_Instructions to follow_. Looking through the entries, count each line where the string "halo" occurs, and write only the total.

_Stored data_.

----

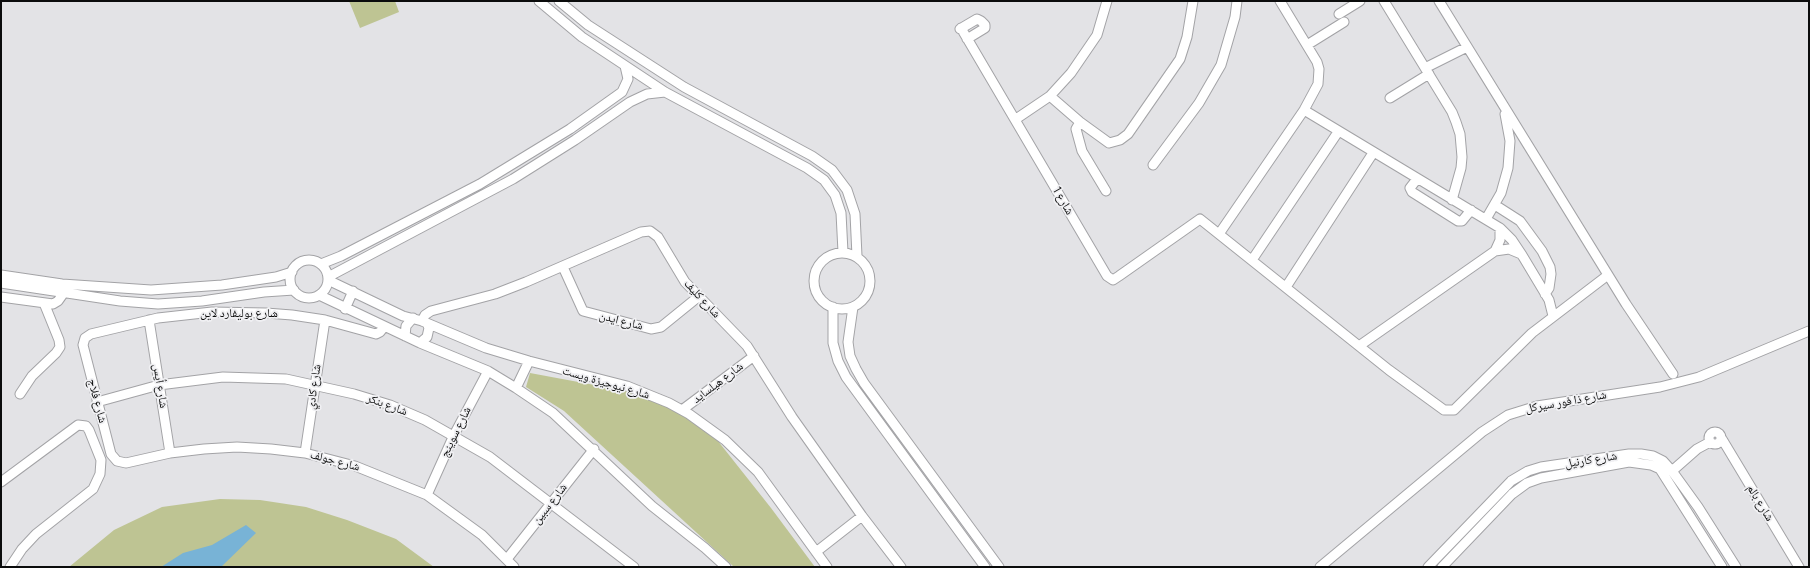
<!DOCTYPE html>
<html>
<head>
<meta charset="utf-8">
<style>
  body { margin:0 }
  #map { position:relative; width:1810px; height:568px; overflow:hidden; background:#e3e3e6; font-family:Manrope,sans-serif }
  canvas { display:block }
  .frame { position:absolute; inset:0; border:2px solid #0b0c0c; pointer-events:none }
</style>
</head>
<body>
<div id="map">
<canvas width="1810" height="568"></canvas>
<div class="frame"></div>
</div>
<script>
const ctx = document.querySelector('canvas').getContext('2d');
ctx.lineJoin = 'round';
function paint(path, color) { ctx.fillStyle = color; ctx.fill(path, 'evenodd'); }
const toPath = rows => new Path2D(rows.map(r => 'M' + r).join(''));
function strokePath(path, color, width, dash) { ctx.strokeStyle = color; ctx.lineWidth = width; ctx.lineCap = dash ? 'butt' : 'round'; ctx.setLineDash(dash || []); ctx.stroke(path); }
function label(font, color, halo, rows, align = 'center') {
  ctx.font = font + ' Manrope,"Noto Naskh Arabic",sans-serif'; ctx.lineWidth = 3.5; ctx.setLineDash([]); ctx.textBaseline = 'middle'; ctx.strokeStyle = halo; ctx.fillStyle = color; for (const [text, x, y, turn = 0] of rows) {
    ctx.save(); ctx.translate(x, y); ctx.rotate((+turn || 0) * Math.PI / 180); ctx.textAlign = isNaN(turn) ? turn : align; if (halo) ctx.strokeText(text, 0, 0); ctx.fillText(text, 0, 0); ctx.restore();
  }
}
paint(toPath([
  [349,1,395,1,399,12,360,28],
  [530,373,659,397,714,436,771,508,815,567,734,567,564,411,526,387],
  [220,499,260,500,306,507,347,520,396,539,434,567,69,567,114,530,162,507]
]), '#bec493');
paint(toPath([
  [246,525,256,533,221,567,161,567,183,553,212,545]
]), '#78b3d6');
const minor = toPath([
  [539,1,582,37,665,92,807,168,824,180,835,195,841,213,843,252],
  [559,1,588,25,684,87,812,156,832,170,847,190,855,214,857,256],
  [1107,1,1097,35,1071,73,1050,96,1080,122,1109,143,1120,140,1128,134,1180,59,1187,37,1193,1],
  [1384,1,1452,112,1456,122,1460,134,1462,157,1461,168,1452,200],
  [1439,1,1626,304,1673,374],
  [1339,14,1360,1],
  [961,28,1107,276,1113,280,1119,276,1200,219,1389,370,1444,410,1454,410,1532,333,1608,275],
  [960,29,977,19,981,21,985,25,985,28,967,39],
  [1307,45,1344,22],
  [1425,68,1467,47],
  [1390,98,1429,74],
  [1304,110,1500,228,1512,240,1522,255,1549,300,1553,316],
  [1016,119,1050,96],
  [1080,122,1076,129,1082,151,1106,191],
  [1153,165,1199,103,1221,65,1235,17,1237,1],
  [1417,179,1410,188,1412,192,1458,221,1462,221,1471,210],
  [1495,205,1520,221,1542,251,1550,267,1551,274,1549,288,1545,294],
  [1486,219,1501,193,1508,168,1510,141,1505,114],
  [1219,234,1304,110,1318,84,1319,69,1317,62,1280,1],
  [1495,251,1500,240,1500,228],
  '814 281a28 28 0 1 1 56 0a28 28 0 1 1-56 0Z',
  [1252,260,1338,132],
  '290 279a19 19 0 1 1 38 0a19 19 0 1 1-38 0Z',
  [321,264,341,256,480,184,570,129,622,92,628,79,625,66],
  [563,267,583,311,651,329,661,327,698,297],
  [1,275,62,284,151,290,222,285,276,277,292,272],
  [328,277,513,179,575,140,630,102,647,94,665,92],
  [328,280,403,316,422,321,486,348,529,361,627,386,669,403,689,414,725,440,758,472,827,567],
  [1,283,120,301,158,304,202,301,264,292,294,290],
  [1286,287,1373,153],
  [319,295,420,343,488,371,516,388,553,413,652,506,705,548,726,567],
  [1,297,53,304,58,301,63,294],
  [833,307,833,343,838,361,846,377,985,567],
  [853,307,848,342,850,356,856,369,864,383,999,567],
  [345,309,353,291],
  [149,320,170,453],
  [422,321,425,315,431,311,495,294,526,282,641,232,650,231,658,237,685,282,747,346,792,417,862,516,901,567],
  [384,327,380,332,376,334,325,320,292,315,266,313,212,312,158,318,91,334,85,338,83,345,111,454,117,461,126,463,170,453,204,449,237,447,271,449,305,453,355,466,427,495,482,535,514,567],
  [405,336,406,326,413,318],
  [420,343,427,337,429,328,427,323],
  [1359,346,1495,251,1509,249,1521,254],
  [516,388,529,361],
  [20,394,32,376,56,353,60,347,59,340,44,303],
  [97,402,159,385,223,377,286,379,354,394,390,405,425,420,490,457,634,567],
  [682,410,754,356],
  '1709 438a6 6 0 1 1 12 0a6 6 0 1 1-12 0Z',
  [1722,439,1799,567],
  [305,453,325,320],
  [1672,471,1697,449,1710,442],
  [1,482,78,425,86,426,89,430,101,460,100,474,93,489,36,534,22,549,10,567],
  [427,495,454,435,488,371],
  [816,552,862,516],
  [507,559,594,449],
  [1320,567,1482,432,1508,415,1537,406,1660,387,1699,377,1809,331],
  [1428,567,1511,481,1528,471,1541,467,1629,454,1641,454,1653,456,1663,461,1672,471,1698,507,1736,567],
  [1442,567,1512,494,1527,483,1541,478,1629,462,1651,465,1660,469,1722,567]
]);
strokePath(minor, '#a3a3a6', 11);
strokePath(minor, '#fff', 9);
label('12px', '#0b0c0c', '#f0f0f3', [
  ["شارع 1",1063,201,60],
  ["شارع كليف",702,299,47],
  ["شارع بوليفارد لاين",239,314],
  ["شارع ايدن",621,321,14],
  ["شارع نيوجيزة ويست",606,383,16],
  ["شارع هيلسايد",718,383,-37],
  ["شارع أيس",160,386,81],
  ["شارع كادي",314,387,-82],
  ["شارع فلاج",97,401,75],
  ["شارع ذا فور سيركل",1566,402,-10],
  ["شارع بنكر",387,405,20],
  ["شارع سوينج",456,432,-64],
  ["شارع كارنيل",1591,460,-9],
  ["شارع جولف",335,461,15],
  ["شارع بالم",1760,503,59],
  ["شارع سبين",550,504,-52]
]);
</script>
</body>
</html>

----

_Problem solution_. 3